I am a heroin addict. I am not ashamed. No matter what I become in this life, I will always be an addict. I can hide it, I can lie about it, but I can never get rid of it. It is a part of who I am. My name is April, and I am not afraid to stand up and tell the world who and what I am. Society has shamed us addicts, and made us feel like we are the abnormal ones, like there’s something wrong with US. There isn’t something wrong with us; we are just different. We are your daughter, your son, mother, father, brother, sister, teacher, neighbor, and the friendly cashier at your local supermarket. We look like your average everyday person. We just have different brains; we just think a little bit differently than you do. But that’s okay, because we are loved.
Society has made us out to be these awful, low-life junkies shooting up in the dark alley down the street. In our active addiction, we sometimes do terrible things that have given us a bad name. But underneath our addiction, we are just like you. We have feelings, goals and ambitions. Society has made us feel like we need to hide who and what we are because it isn't “acceptable” in your world of politics. But do you really want to know what this does to us? We DO hide, for fear of being judged for who we are. And because we hide, we die. We die because in hiding, we can’t get help for our disease. Most people just think we could stop if we wanted to, so we don’t deserve help. But the truth is, we NEED help. We need help to live, but we become so ashamed to admit we are addicts and that we need help because we get shunned and told that we just have a moral deficiency.
Someone you know and love is suffering their addiction in silence. Unless we get rid of this stigma, thousands — maybe millions — more will continue to commit suicide slowly through this disease. The ends are always the same: Jails, institutions and death. We need to stand up and say, “This IS a problem!” It's a growing epidemic, and we will continue to suffer in silence until someone stands up and tells us that it’s okay to be an addict, there’s nothing wrong with that, and we can HELP you.
The little help that there is available won’t even begin to touch the lives of so many of us.
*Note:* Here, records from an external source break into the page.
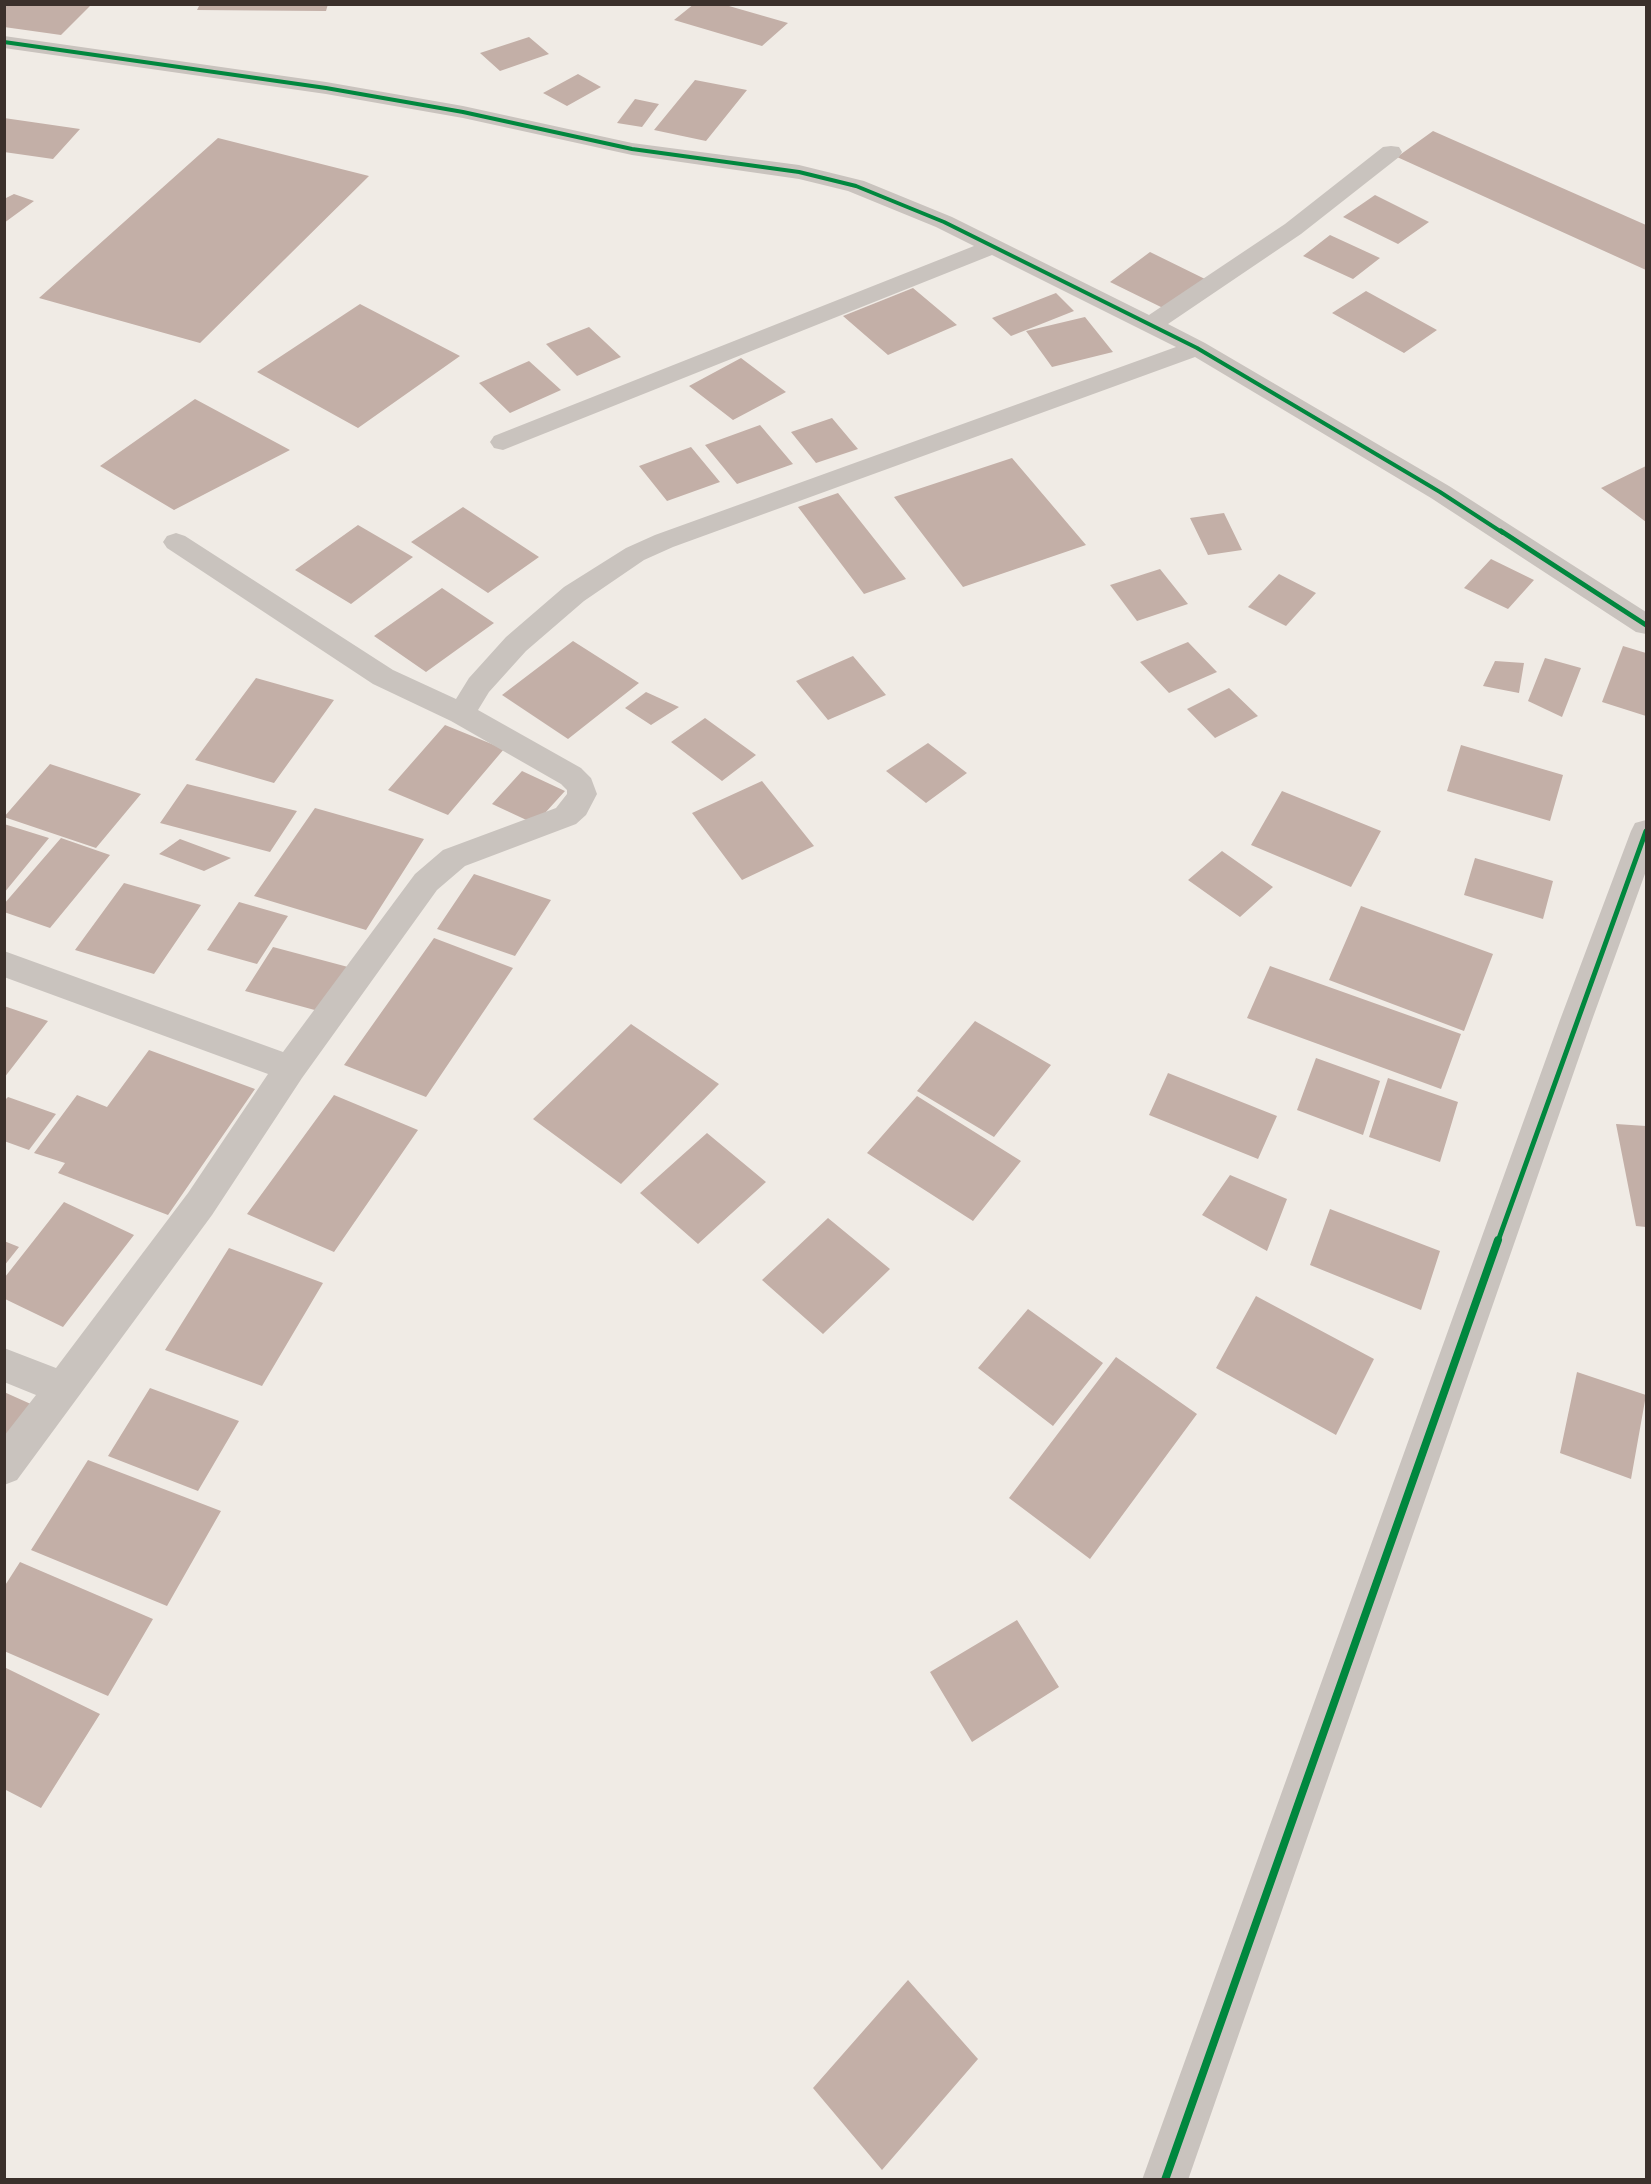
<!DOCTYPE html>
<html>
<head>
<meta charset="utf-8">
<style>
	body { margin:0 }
	#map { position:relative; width:1651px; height:2184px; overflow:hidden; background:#f0ebe5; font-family:Poppins,sans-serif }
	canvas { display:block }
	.frame { position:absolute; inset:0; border:6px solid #3b302b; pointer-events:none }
</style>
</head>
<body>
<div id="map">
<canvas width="1651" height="2184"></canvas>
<div class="frame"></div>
</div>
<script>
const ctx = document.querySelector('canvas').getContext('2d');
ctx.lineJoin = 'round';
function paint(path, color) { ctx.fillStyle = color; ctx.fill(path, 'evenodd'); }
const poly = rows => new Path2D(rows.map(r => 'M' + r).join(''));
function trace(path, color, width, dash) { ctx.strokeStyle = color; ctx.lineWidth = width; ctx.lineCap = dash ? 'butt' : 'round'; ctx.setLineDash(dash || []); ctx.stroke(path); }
const building = poly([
	[200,4,328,4,326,11,197,10],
	[694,4,722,4,788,23,762,46,674,20],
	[4,5,91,5,61,35,4,27],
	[529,37,549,54,500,71,480,53],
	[578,74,601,87,567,106,543,93],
	[695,80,747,90,706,141,654,130],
	[635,99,659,104,642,127,617,123],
	[4,118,80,129,53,159,4,152],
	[1433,131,1646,225,1646,270,1397,157],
	[218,138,369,176,200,343,39,298],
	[14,194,34,201,4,223,4,199],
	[1375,195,1429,222,1398,244,1343,217],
	[1330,235,1380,258,1353,279,1303,256],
	[1150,252,1205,279,1165,309,1110,282],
	[913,288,957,325,888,355,843,316],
	[1366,291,1437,330,1404,353,1332,313],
	[1056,293,1074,311,1011,336,992,318],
	[360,304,460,356,358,428,257,372],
	[1085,317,1113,352,1052,367,1026,331],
	[589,327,621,357,577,376,546,344],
	[741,358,786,392,733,420,689,386],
	[529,361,561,390,510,413,479,383],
	[195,399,290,450,174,510,100,466],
	[832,418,858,449,816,463,791,432],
	[760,425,793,464,737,484,705,445],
	[691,447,720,482,667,501,639,466],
	[1012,458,1086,545,963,587,894,497],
	[1646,466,1646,522,1601,488],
	[838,493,906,579,864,594,798,507],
	[463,507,539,557,488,593,411,542],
	[1224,513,1242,550,1208,555,1190,518],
	[358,525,413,557,351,604,295,570],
	[1491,559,1534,580,1508,609,1464,588],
	[1160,569,1188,604,1137,621,1110,585],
	[1279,574,1316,593,1286,626,1248,607],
	[442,588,494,623,426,672,374,636],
	[573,641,639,683,568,739,502,695],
	[1188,642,1217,672,1169,693,1140,662],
	[1623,646,1646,653,1646,716,1602,702],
	[853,656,886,695,828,720,796,681],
	[1545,658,1581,668,1562,717,1528,701],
	[1495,661,1524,663,1519,693,1483,686],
	[256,678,334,700,274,783,195,760],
	[1229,688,1258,716,1215,738,1187,709],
	[646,692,679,707,651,725,625,708],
	[705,718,756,755,722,781,671,742],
	[445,725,504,749,448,815,388,790],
	[928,743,967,773,926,803,886,771],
	[1461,745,1563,775,1550,821,1447,791],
	[50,764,141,794,96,848,4,817],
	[522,771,565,791,535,824,492,804],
	[762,781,814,846,742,880,692,813],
	[187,784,297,811,270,852,160,823],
	[1282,791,1381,831,1351,887,1251,845],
	[315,808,424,839,366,930,254,896],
	[4,824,49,838,4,893],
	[61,838,110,855,50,928,4,912,4,904],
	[180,839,231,858,204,871,159,854],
	[1222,851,1273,887,1240,917,1188,880],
	[1475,858,1553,881,1543,919,1464,895],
	[474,874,551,900,515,956,437,929],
	[124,883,201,905,154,974,75,950],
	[239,902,288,916,257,964,207,950],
	[1361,906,1493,954,1464,1031,1329,980],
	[434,938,513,968,426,1097,344,1065],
	[273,947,348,967,322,1012,245,991],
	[1270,966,1461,1034,1441,1089,1247,1018],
	[4,1006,48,1021,4,1078],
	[975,1021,1051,1065,994,1137,917,1091],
	[631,1024,719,1084,621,1184,533,1119],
	[149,1050,255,1089,168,1215,58,1173,65,1163,34,1153,77,1095,107,1107],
	[1316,1058,1380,1081,1363,1135,1297,1110],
	[1168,1073,1277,1116,1258,1159,1149,1115],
	[1388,1078,1458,1102,1440,1162,1369,1137],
	[334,1095,418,1130,334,1252,247,1214],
	[917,1096,1021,1161,973,1221,867,1153],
	[8,1097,56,1114,29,1150,4,1141,4,1101],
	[1616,1124,1646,1126,1646,1227,1636,1226],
	[707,1133,766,1182,698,1244,640,1193],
	[1230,1175,1287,1199,1267,1251,1202,1215],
	[64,1202,134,1235,63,1327,5,1299,5,1277],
	[1330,1209,1440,1251,1421,1310,1310,1265],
	[828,1218,890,1269,823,1334,762,1280],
	[4,1241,19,1247,4,1266],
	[229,1248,323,1283,262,1386,165,1350],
	[1256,1296,1374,1359,1336,1435,1216,1368],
	[1028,1309,1103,1363,1053,1426,978,1368],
	[1116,1357,1197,1414,1090,1559,1009,1498],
	[1577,1372,1646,1395,1631,1479,1560,1453],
	[150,1388,239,1421,198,1491,108,1456],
	[4,1392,33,1405,4,1444],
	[88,1460,221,1511,167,1606,31,1550],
	[20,1562,153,1619,108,1696,4,1651,4,1587],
	[1017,1620,1059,1687,972,1742,930,1672],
	[4,1667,100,1714,41,1808,4,1789],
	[908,1980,978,2059,882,2170,813,2088]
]);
const minor = poly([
	[4,36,326,82,463,106,632,143,799,165,864,181,952,217,1149,315,1285,224,1383,147,1391,146,1399,147,1402,152,1399,157,1301,234,1168,324,1205,343,1449,486,1646,612,1646,634,1636,632,1431,498,1195,357,673,547,644,560,584,601,526,651,489,692,478,710,581,768,591,778,597,794,586,815,576,824,465,866,437,890,302,1078,212,1215,17,1480,4,1485,4,1436,36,1395,4,1382,4,1348,56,1368,188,1193,268,1074,4,977,4,951,283,1052,415,874,443,850,556,808,567,794,567,790,561,784,451,721,373,684,167,548,163,542,167,536,176,533,185,536,393,670,456,699,469,678,506,637,564,587,626,548,655,535,1176,347,992,255,503,450,494,448,490,442,494,436,974,246,936,227,848,191,799,179,632,155,463,118,326,94,4,48,4,36],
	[1646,820,1646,871,1592,1020,1188,2180,1142,2180,1560,1020,1631,831,1635,823,1646,820]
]);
const cyclewayFar2 = poly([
	[4,42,326,88,463,112,632,149,799,172,856,186,944,222,1197,348,1440,492,1503,533]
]);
const cyclewayFar1 = poly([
	[1501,531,1646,625],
	[1498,1241,1646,831]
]);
const cycleway = poly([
	[1165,2180,1498,1240]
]);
paint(building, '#c3afa7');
paint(minor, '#c9c3be');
trace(cyclewayFar2, '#00873e', 4);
trace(cyclewayFar1, '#00873e', 5);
trace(cycleway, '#00873e', 8);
</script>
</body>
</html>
Well, I am not afraid. I am not ashamed. My name is April, and I am a heroin addict. I want everyone to know that there’s nothing wrong with being an addict, and there is help. Don’t be afraid to reach out for it. Don’t be afraid to be who you are and stand up for yourself. We can never get rid of our disease, but if we stand up together and fight this stigma by educating and creating awareness, we can help save lives. If you aren’t an addict, you need to ask yourself: What’s more important — judging addicts by the picture society paints them as, or telling them not to be afraid to stand up and say who and what they are so they can RECOVER and reach out a helping hand to the addict who still suffers silently? Together we can break this chain of silence and step out into the light, standing tall and proud and lead the way for others to follow. No addict should have to suffer alone. And no addict should have to suffer silently. If it was your daughter or son, would you want them to shout their story from the rooftop if it would save their life? If your answer is yes, then stand with me.
My name is April, and I AM a heroin addict.